The politics of the "canadian" indian policy, effects the way that immigration handles WABANAKI People born on the wrong side of the line. "North American" Indian People dwelling south of the line have no status as indians under the indian act in "canada." That result is tantamount to the termination of WABANAKI populations and access to our Homelands. This is contradictory to the reciprocal acts of the "united states" whose recognition of "Jay" and "Ghent" remains active and binding. "canadian"-born WABANAKI still can cross the border, live, work, be educated, and receive social services without having to abide by the requirements of "american" immigration.

Politicio-legal Implication of Border-crossing and Immigration

In addition to WABANAKI customary/traditional law, the rule of law, as also embodied in international law and "north american" political and case law concludes that the validity and legitimacy of the positions advanced by the WABANAKI/Indigenous Nations are rightfully taken. The following sources of this confirmative rule of law are concise examples demonstrating support for our position. These sources are taken from a variety of international law, of which "canada" is a signatory, and "north american" constitutional, case, and legal opinion.

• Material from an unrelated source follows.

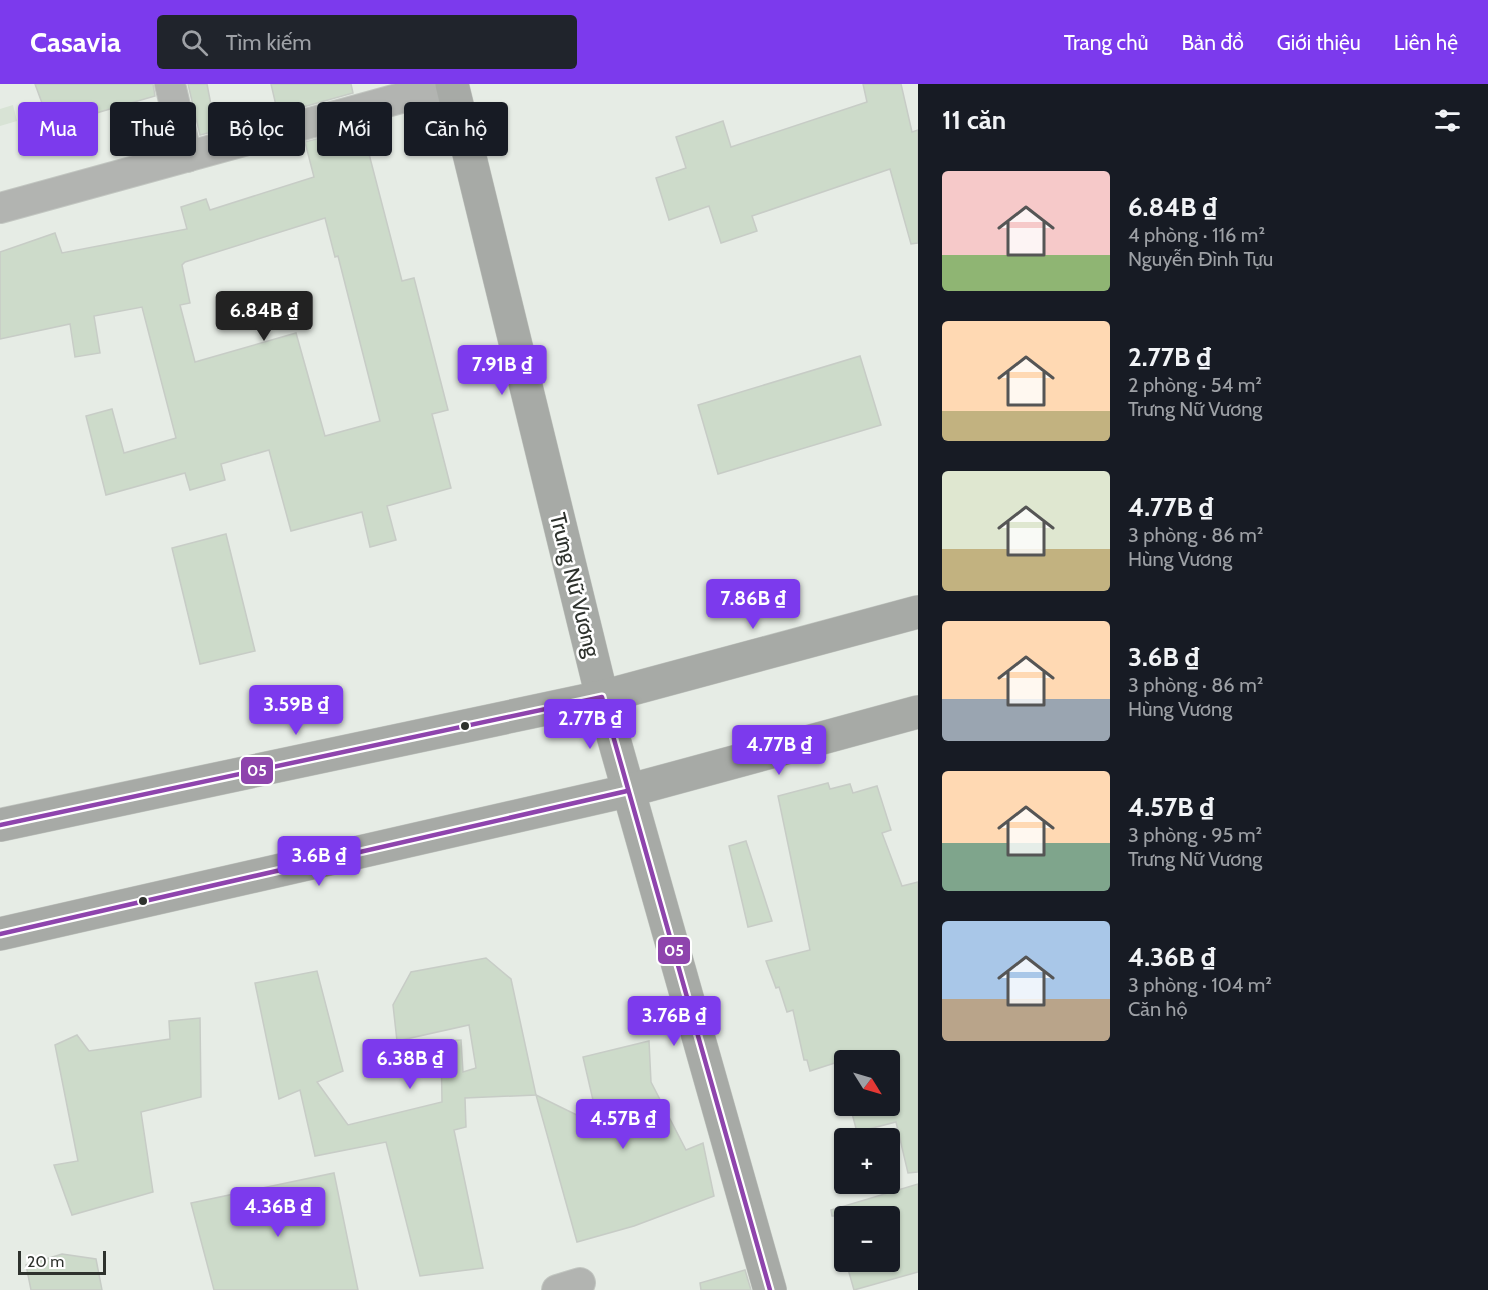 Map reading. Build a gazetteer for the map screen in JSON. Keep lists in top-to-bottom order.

Support of International Law

The United Nation's Declaration of Human Rights states the following:

Article 2:
Furthermore, no distinction shall be made on the basis of the political, jurisdictional or international status of the country or territory to which a person belongs whether it be independent, trust, non-governing or under any other limitation of sovereignty [emphasis mine]

Article 15:
(1) Everyone has the right to a nationality.
(2) No one shall be arbitrarily deprived of his nationality nor denied the right to change his nationality.

Article 16:
(1) Men and Women...without any limitation due to race, nationality, or religion, have the right to marry and found a Family....
(3) The Family is the natural and fundamental unit of society and is entitled to protection by society and the state.

Article 21:
(1) Everyone has the right to take part in the government of his country...
(3) The will of the people shall be the basis of the authority of government...

Article 27:
(1) Everyone has the right freely to participate in the cultural life of the community...

Article 29:

(1) Everyone has duties to the community in which alone the free and full development of his personality is possible

The MONTIVIDEO Convention on the Rights and Duties of States, adopted on "december" 26, 1933, presents the working definition of what constitutes the requirements of nationhood:

Article 1:
Permanent population; defined territory; effective government; capacity for foreign relations

WABANAKI Nations, as well as the other Indigenous Nations of Turtle Island, has aptly demonstrated, and continues to demonstrate, qualification of those requirements of nationhood.

International Covenant on Economic, Social, and Cultural Rights declares in part, the following:

Article 1:
(1) All peoples have the right of self-determination. By virtue of that right they freely determine their political status and freely pursue their economic, social, and cultural development

International Covenant on Civil and Political Rights declares, in part:

Article 17:
(1) No one shall be subjected to arbitrary or unlawful interference with his privacy, Family, Home...

Article 18:
(1) Everyone shall have the right to freedom of thought, conscience, and religion. This right shall include freedom to have and to adopt a religion or belief of his choice, and freedom to either individually or in community with others and in public or private, to manifest his religion or belief in worship, observance, practice, and teaching...
(4)...to have respect for the liberty of parents...to ensure the religious and moral education of their Children, in conformity with their own convictions.

Article 27:
...persons belonging to such minorities shall not be denied the right, in community with other members of their group, to enjoy their own culture, to profess and practice their own religion, or to use their own language.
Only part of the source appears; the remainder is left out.